**Your objective**
The answer is to be an exact copy of the lines below running from the line with "M1498,0L1508,28L1542,63" down to the line with "1264,323C1291,611 1359,893 1429,1173", both ends included, and nothing more.

**Data**
-- -- --
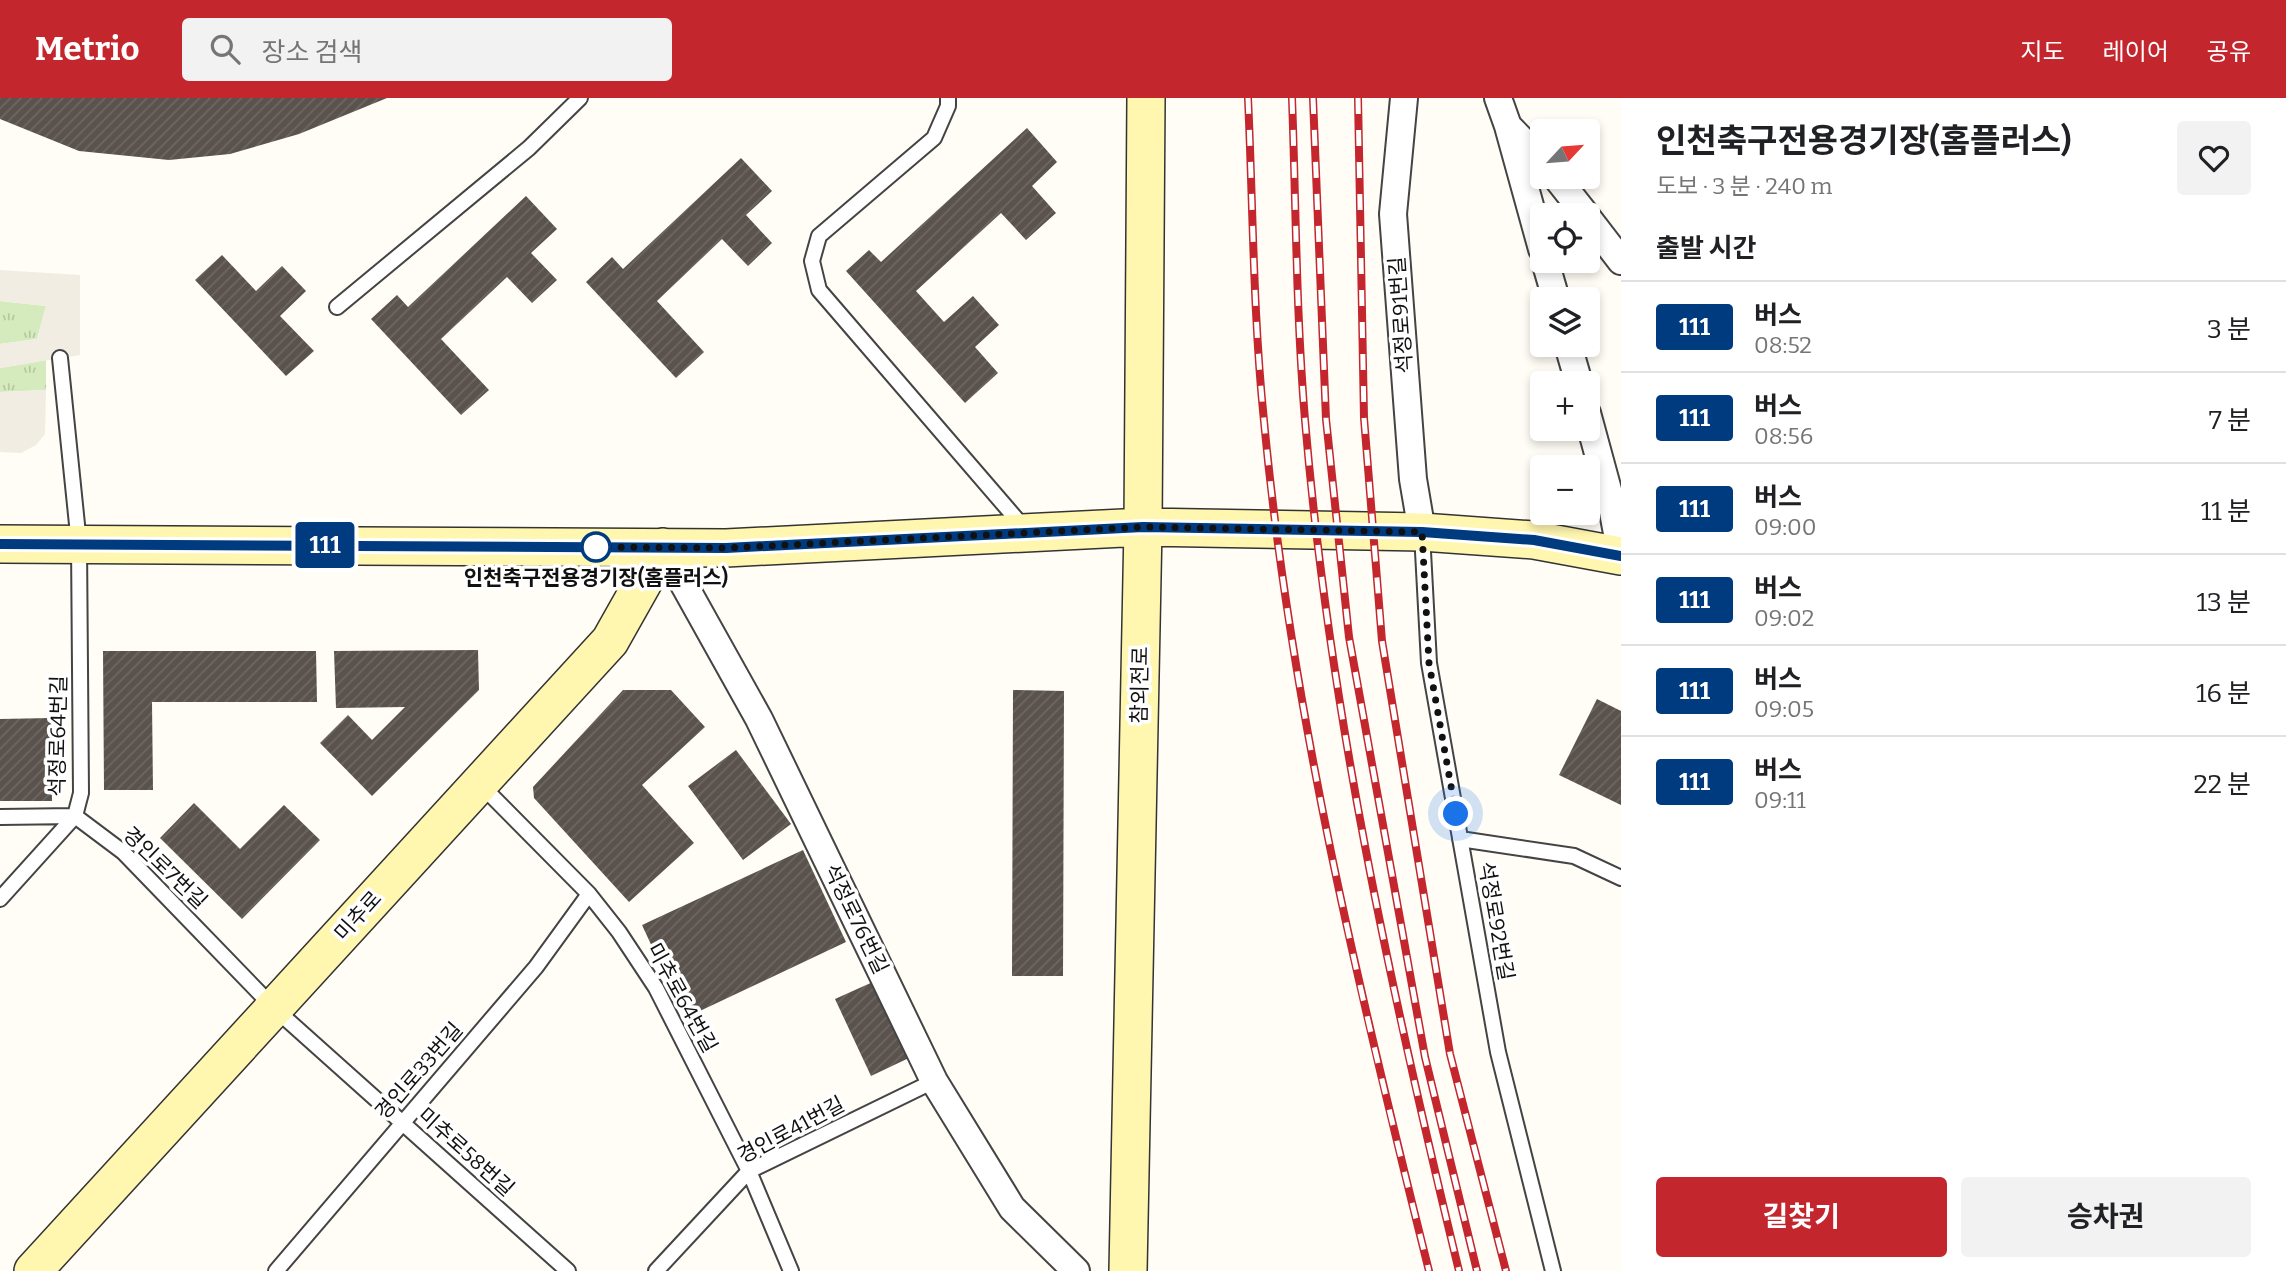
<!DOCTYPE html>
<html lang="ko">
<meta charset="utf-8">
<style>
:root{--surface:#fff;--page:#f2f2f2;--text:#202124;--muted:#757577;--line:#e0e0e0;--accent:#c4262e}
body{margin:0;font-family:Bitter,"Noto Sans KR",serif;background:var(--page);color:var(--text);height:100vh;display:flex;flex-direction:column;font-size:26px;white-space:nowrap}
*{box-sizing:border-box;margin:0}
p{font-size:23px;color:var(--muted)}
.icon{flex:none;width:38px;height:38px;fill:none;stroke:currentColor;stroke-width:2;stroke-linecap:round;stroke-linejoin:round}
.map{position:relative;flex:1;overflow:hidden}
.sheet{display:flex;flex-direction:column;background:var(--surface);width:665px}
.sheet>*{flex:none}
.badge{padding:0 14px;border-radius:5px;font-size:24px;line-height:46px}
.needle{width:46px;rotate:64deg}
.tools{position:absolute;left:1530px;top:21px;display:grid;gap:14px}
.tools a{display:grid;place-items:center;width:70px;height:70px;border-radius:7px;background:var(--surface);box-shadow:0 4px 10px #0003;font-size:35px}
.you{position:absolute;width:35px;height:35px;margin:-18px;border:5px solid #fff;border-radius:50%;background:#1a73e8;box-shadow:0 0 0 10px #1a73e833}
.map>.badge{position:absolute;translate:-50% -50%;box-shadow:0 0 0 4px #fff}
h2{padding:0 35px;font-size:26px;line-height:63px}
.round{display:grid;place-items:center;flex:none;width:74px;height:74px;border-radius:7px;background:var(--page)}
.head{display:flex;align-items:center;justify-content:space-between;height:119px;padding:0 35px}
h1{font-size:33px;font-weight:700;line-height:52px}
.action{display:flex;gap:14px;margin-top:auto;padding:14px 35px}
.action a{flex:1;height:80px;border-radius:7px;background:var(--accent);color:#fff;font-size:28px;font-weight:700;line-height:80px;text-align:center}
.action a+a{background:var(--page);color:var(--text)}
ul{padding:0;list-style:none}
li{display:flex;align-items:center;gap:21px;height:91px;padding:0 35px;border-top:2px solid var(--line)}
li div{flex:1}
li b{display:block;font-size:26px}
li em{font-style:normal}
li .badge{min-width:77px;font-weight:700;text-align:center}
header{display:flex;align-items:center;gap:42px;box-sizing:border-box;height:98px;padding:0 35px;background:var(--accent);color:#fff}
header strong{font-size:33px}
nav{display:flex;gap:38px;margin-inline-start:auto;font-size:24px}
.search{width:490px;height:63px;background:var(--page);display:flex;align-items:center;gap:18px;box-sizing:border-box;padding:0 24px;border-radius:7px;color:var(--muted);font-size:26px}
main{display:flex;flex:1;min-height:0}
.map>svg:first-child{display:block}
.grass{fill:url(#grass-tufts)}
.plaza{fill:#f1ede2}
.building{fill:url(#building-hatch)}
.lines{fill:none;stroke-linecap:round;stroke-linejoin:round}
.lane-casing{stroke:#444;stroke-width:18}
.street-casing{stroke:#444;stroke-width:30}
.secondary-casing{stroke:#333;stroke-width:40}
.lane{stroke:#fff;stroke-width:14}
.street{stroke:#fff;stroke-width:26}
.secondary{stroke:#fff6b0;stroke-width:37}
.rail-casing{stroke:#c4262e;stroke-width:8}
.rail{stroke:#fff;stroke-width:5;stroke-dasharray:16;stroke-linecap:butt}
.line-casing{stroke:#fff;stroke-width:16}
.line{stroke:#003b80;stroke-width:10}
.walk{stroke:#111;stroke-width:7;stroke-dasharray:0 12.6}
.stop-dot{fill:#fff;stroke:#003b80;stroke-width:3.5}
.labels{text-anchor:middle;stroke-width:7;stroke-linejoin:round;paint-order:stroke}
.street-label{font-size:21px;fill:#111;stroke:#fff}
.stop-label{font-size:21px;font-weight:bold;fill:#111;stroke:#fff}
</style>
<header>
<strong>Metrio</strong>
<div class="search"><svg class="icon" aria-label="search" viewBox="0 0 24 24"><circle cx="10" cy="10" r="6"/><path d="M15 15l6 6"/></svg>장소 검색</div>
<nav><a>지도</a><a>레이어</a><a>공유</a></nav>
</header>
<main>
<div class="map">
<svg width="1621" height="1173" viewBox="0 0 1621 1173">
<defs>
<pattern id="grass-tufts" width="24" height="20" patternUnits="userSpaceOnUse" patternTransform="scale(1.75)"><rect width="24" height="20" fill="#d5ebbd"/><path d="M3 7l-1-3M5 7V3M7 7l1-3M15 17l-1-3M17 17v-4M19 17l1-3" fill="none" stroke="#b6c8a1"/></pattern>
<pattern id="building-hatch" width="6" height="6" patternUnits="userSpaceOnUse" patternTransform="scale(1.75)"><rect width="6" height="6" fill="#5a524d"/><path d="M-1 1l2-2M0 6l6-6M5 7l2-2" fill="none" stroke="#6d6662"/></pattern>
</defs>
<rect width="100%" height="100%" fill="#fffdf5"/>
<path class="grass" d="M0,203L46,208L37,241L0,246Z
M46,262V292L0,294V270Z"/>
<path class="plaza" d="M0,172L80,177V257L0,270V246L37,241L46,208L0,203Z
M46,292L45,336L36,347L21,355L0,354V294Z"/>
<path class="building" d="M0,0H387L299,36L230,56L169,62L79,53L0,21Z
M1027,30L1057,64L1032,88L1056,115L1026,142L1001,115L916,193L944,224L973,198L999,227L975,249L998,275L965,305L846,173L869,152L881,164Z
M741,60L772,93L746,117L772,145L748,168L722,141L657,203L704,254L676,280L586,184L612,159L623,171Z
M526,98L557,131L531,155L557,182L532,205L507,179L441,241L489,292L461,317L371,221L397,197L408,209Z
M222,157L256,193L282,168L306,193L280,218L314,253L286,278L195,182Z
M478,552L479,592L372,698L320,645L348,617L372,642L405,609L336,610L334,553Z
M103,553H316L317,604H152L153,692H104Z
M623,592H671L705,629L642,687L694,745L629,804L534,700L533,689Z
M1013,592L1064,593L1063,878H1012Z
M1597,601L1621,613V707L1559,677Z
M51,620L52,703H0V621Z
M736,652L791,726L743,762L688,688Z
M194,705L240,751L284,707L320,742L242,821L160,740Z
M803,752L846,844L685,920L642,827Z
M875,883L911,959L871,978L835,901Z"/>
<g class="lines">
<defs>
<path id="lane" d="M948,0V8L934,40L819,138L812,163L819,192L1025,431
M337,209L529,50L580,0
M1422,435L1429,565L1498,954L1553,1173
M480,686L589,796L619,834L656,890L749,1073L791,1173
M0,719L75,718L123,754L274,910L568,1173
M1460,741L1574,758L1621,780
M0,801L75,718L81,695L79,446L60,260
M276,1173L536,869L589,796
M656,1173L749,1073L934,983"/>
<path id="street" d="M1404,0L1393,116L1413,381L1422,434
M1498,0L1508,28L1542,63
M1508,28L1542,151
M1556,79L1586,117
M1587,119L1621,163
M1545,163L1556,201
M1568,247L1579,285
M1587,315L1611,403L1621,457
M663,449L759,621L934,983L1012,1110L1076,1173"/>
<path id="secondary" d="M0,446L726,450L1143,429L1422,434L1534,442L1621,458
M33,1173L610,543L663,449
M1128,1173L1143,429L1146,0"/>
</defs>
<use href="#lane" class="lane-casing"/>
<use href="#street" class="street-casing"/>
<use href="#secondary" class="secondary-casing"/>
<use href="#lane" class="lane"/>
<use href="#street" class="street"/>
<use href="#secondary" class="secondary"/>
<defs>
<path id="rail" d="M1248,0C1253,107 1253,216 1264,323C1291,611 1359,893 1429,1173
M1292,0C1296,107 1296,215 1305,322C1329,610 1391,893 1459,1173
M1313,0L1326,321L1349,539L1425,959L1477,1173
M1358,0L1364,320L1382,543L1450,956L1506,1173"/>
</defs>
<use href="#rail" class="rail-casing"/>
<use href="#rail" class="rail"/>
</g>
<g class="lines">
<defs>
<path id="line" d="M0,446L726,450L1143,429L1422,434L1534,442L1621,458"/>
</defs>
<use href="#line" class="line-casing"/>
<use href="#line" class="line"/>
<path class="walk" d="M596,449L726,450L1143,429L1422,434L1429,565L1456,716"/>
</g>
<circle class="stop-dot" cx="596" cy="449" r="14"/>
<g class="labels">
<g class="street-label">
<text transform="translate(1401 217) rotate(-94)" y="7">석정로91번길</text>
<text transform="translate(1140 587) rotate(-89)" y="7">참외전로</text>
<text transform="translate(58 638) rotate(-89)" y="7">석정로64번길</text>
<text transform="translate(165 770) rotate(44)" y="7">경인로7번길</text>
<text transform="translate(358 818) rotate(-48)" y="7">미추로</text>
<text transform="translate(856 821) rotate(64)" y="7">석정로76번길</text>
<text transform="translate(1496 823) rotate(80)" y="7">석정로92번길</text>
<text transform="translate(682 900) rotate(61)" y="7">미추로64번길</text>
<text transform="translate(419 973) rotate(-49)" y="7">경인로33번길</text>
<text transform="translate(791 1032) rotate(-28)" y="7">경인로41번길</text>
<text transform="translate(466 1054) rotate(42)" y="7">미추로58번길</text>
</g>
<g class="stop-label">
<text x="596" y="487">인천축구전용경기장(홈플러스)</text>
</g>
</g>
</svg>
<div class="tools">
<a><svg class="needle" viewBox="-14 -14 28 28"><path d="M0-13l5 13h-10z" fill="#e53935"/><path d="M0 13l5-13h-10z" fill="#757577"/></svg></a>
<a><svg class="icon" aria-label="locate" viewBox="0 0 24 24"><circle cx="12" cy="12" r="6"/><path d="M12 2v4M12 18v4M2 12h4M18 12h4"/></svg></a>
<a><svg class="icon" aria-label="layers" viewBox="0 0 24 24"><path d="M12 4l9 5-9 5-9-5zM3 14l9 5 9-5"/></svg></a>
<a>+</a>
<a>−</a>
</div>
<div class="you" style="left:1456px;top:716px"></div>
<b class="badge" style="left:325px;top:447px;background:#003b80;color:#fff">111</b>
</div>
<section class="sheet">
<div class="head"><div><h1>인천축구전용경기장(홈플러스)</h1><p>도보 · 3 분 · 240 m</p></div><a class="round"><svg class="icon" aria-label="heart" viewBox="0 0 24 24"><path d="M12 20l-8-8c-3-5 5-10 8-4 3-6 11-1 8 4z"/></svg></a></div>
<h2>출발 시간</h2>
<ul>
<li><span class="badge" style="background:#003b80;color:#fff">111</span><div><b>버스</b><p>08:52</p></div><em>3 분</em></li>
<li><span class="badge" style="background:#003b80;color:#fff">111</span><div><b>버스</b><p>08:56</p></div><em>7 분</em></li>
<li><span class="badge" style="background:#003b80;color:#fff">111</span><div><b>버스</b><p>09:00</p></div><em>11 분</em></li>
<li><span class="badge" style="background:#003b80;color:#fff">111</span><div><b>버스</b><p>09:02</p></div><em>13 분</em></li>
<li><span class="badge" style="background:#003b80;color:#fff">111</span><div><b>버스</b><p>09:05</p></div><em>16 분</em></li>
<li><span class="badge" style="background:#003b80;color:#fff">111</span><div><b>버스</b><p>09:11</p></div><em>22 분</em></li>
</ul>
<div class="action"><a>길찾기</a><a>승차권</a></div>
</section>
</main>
-- -- --
**Written response**
M1498,0L1508,28L1542,63
M1508,28L1542,151
M1556,79L1586,117
M1587,119L1621,163
M1545,163L1556,201
M1568,247L1579,285
M1587,315L1611,403L1621,457
M663,449L759,621L934,983L1012,1110L1076,1173"/>
<path id="secondary" d="M0,446L726,450L1143,429L1422,434L1534,442L1621,458
M33,1173L610,543L663,449
M1128,1173L1143,429L1146,0"/>
</defs>
<use href="#lane" class="lane-casing"/>
<use href="#street" class="street-casing"/>
<use href="#secondary" class="secondary-casing"/>
<use href="#lane" class="lane"/>
<use href="#street" class="street"/>
<use href="#secondary" class="secondary"/>
<defs>
<path id="rail" d="M1248,0C1253,107 1253,216 1264,323C1291,611 1359,893 1429,1173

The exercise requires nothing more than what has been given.